ひなの:ありがとうございまする。この御恩は忘れませぬぞ。

 ―――いえいえ、もう真っ暗だし気をつけてね。


(2008年5月31日 バス内にて)


 London Bridge is falling down,Falling down,Falling down.London Bridge is falling down,My fair lady.Take a key and lock her up,Lock her up,Lock her up.Take a key and lock her up,My fair lady.

「また落ちた……」

「またかにょ……」

「何度もスみまセン……」

 姉さん、地球と我が家のエネルギー問題は深刻です。我が家に帰り着いてシオンの充電を試みてから数時間。ブレーカーが落ちたのはこれで三度目です。仏の顔も三度までとは言いますが。

「カラクリ娘ー! お前はウチにテレビも見せない気なにょかー!」

「仕方ないじゃないスか。うちは契約アンペア低めなんスから」

 黒い闇の中、物の怪がダンス。暗闇の奥で、物の怪のダンス。闇の中でヒステリックに暴れるこけし人形の説得を断念し、両腕を胸の前で交差させた。亡者はCRAZY、底なしの感じ。丑三つに変身。

「ヒーロークロスライン。宿命の世紀末マジカル少女真咲 修羅の戦い! ザンゲの時間だよ!!」

「……掛け声を毎回変えるのは結構なことじゃがな、最近ネタがひねり過ぎじゃぞ」

 荻野さん家のここだけの話。魔法少女に変身すれば、聞き分けのない脳味噌ゼロのオリエンタルドールも風妖精という本来の姿に戻り多少の理性を取り戻します。大事なことなので何度でも言いますよ。

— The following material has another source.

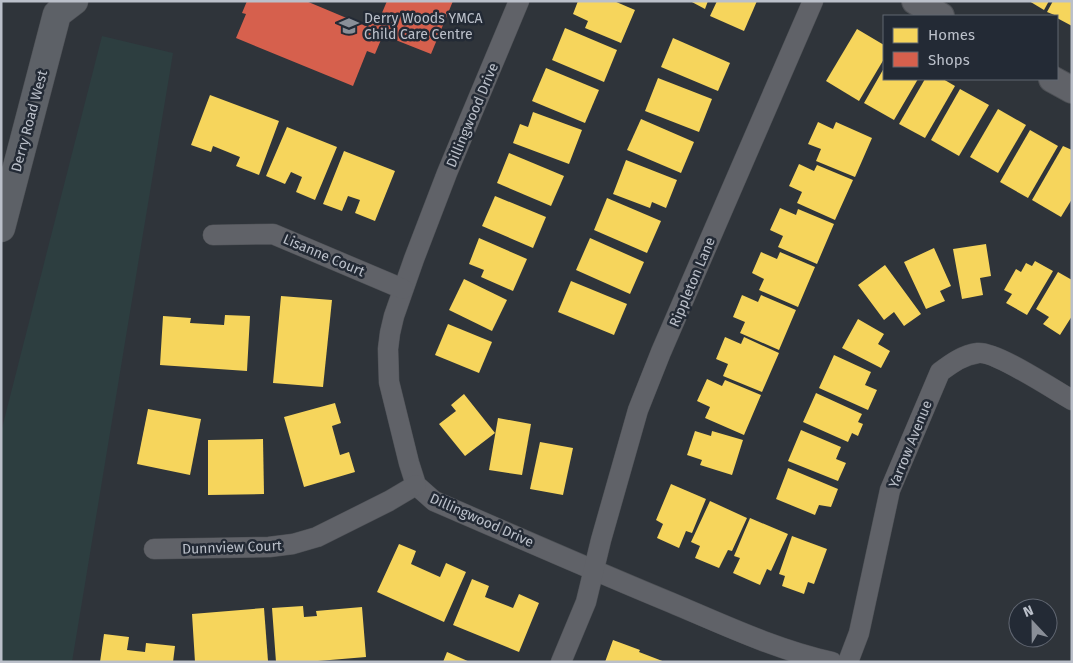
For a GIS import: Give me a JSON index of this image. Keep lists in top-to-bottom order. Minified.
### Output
{"streets":{"main road":["Derry Road West"],"street":["Dillingwood Drive","Lisanne Court","Rippleton Lane","Yarrow Avenue","Dunnview Court"]},"crossings":[["Dillingwood Drive","Lisanne Court"],["Dillingwood Drive","Rippleton Lane"],["Dillingwood Drive","Dunnview Court"]],"places":{"school or university":["Derry Woods YMCA Child Care Centre"]},"legend":["Homes","Shops"],"north":"top"}
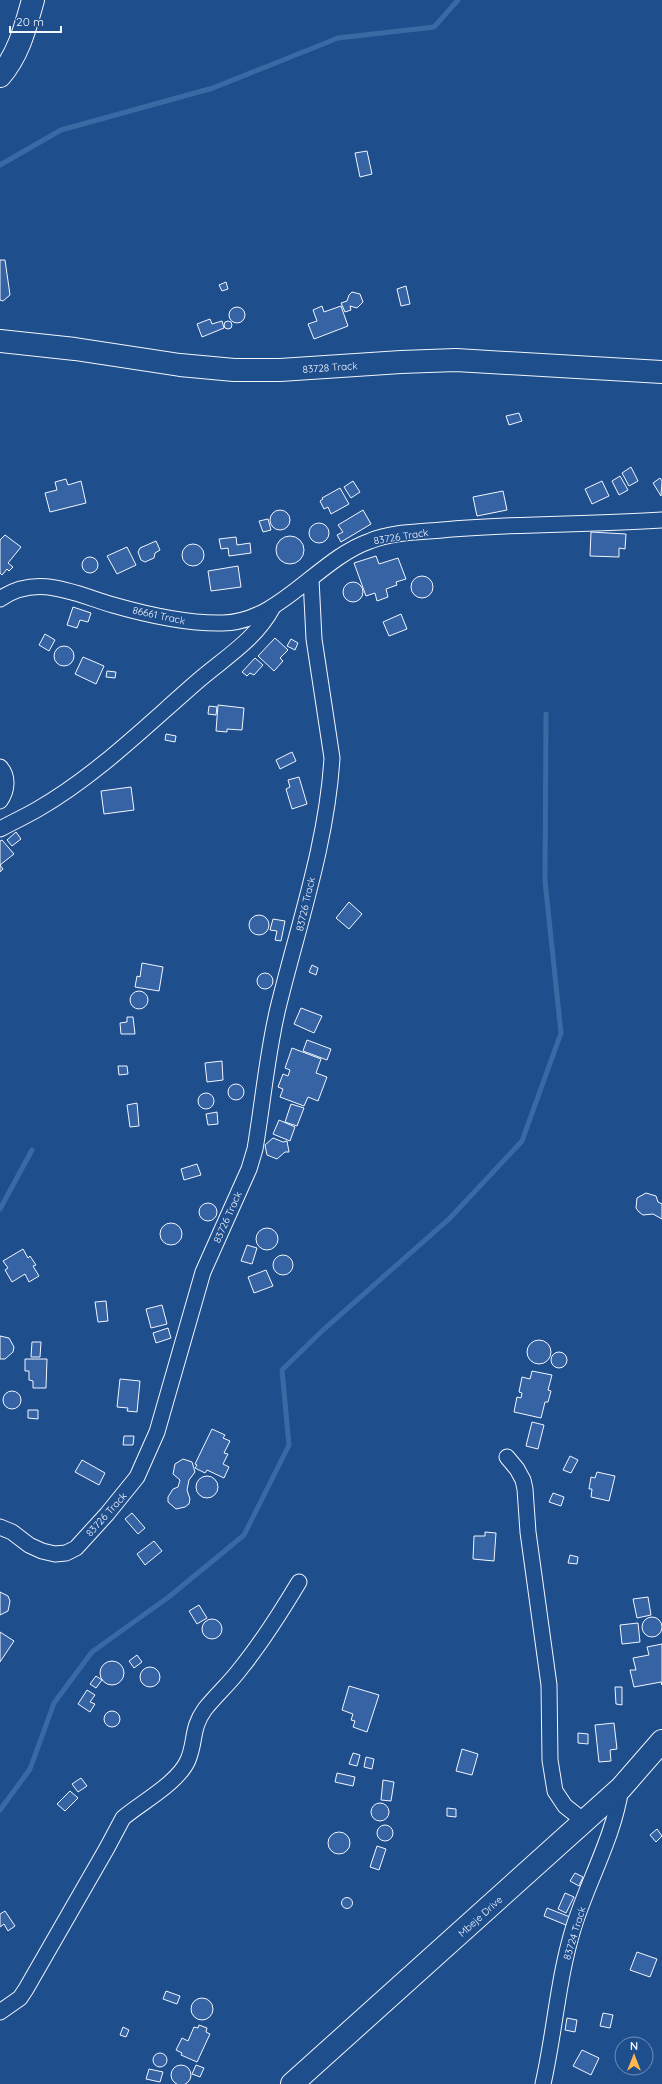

「お。このガキんちょモードだとブレーカーに手が届かないんだ、新発見」

「御主人サマ、明カリを点けまショうカ? シオンの両眼にハ探照灯機能が搭載サれてイルのデス!」

「この状況を無限ループさせる気か? そちは余計な電力を消費せずに充電とやらを早々に済ませい」

 シオンとこけしの声を背に、風で身体をいくらか浮かせる。我ながら超凄い能力を超下らないことに使っているなあとか思ったり思わなかったりしてる間に落ちたブレーカーに手が届いた。ぺちっと上に上げ直す。

 和室の蛍光灯が数拍のタイムラグの後に光を取り戻し、風妖精様の大好物である蜂蜜さんなど我々の命綱が鎮座かします冷蔵庫が再起動して頼もしくも省エネを微塵にも実行する気のない排熱音を響かせた。

「……で、いつもの読書で時間を潰すパターンか。ふん、電化製品がことごとく使用不能じゃからのう」

「県庁の星は去年録画してDVDに焼いてますからそれで勘弁して下さいよ」

「別にそこまですることもないがな」

 正座したまま眠っている――再び充電モードに切り替わっているシオンをちらりと見やってから、こけしが軽く肩をすくめる。その透明な翅がぱたぱたと揺れた。


「ふむ」

 その小さな両手で精一杯広げていたマンガを読み終え、こけしが真顔で切り出す。

「このラストはないな。日本でLと競っていた頃の月ならかようなイージーミスはあり得ぬぞ」

「……世の中には仕方のないことが満ち溢れているんス」

 終盤はやたらとネームが増えて読み手も描き手も苦しくなってるとか、第一部で終わるはずが読者人気のせいで強引に続けた挙句に人気下落で「108話で終わらせましょう」って話題作りに走っちゃったりとか。

 (なーんてインターネッツでファンがあれこれ勝手なことを言ってるんじゃないですかという憶測であり、この文章に当該作品を批判する意思は介在しませんので名前を書き込まなqあwせdrftgyふじこ)

「夕方のあかりちゃんが学校でヤガミライトって呼ばれたりするのも仕方のないことっス」

「あやつの名付け親もこんなオチがつくとは想像もできなんだろうな」

「この御時世、神谷ヒカルも神谷ライトになっちゃいますね」

「そこはAKIRAじゃろう、神谷だけに」

「うわ、いそうだ」

 某キャプテンにちなみ翼って名前がつけられ始めたのが僕らの世代だったりするわけだけど、それより一つ上の世代にとって叫びの神谷はヒーローそのものですよねー。

「……あかりもヒカルもライトになるかのう」

「その冗談みたいな予想だけは避けたかったなあ」

 八神あかり。僕と同じく浮世離れした少女を連れていた彼女。下の二強の活動地域が重なり足を引っ張り合っているが故のトップスコアランカー。大濠公園でボクと握手!

 やばい。辻褄がいくらでも合う。今時マンガでもこんなに露骨で伏線と呼ぶのもおこがましいフラグは立てないだろうに。これで「お師匠、ドンピシャだ!」って展開だったらどんな御都合主義なんだい。

「……もう寝ましょうか」

「じゃな。ここであれこれ考えたところで詮無きことじゃ」

 明かりを消した。子供の身体には大きすぎる布団に潜りこむと、いつものようにこけしがその上に寝そべる。ふとジュリアとネーネコニャを思い出し、何となく昨日一日を振り返った。

 そう言えばシオンとの出会いやジュリアの暴走と天使野郎の件ですっかり忘れていたが、昼間のトンデモ女教師についてもジュリアに「あれ本当に先生なの?」くらいは聞いておくべきだったろうか。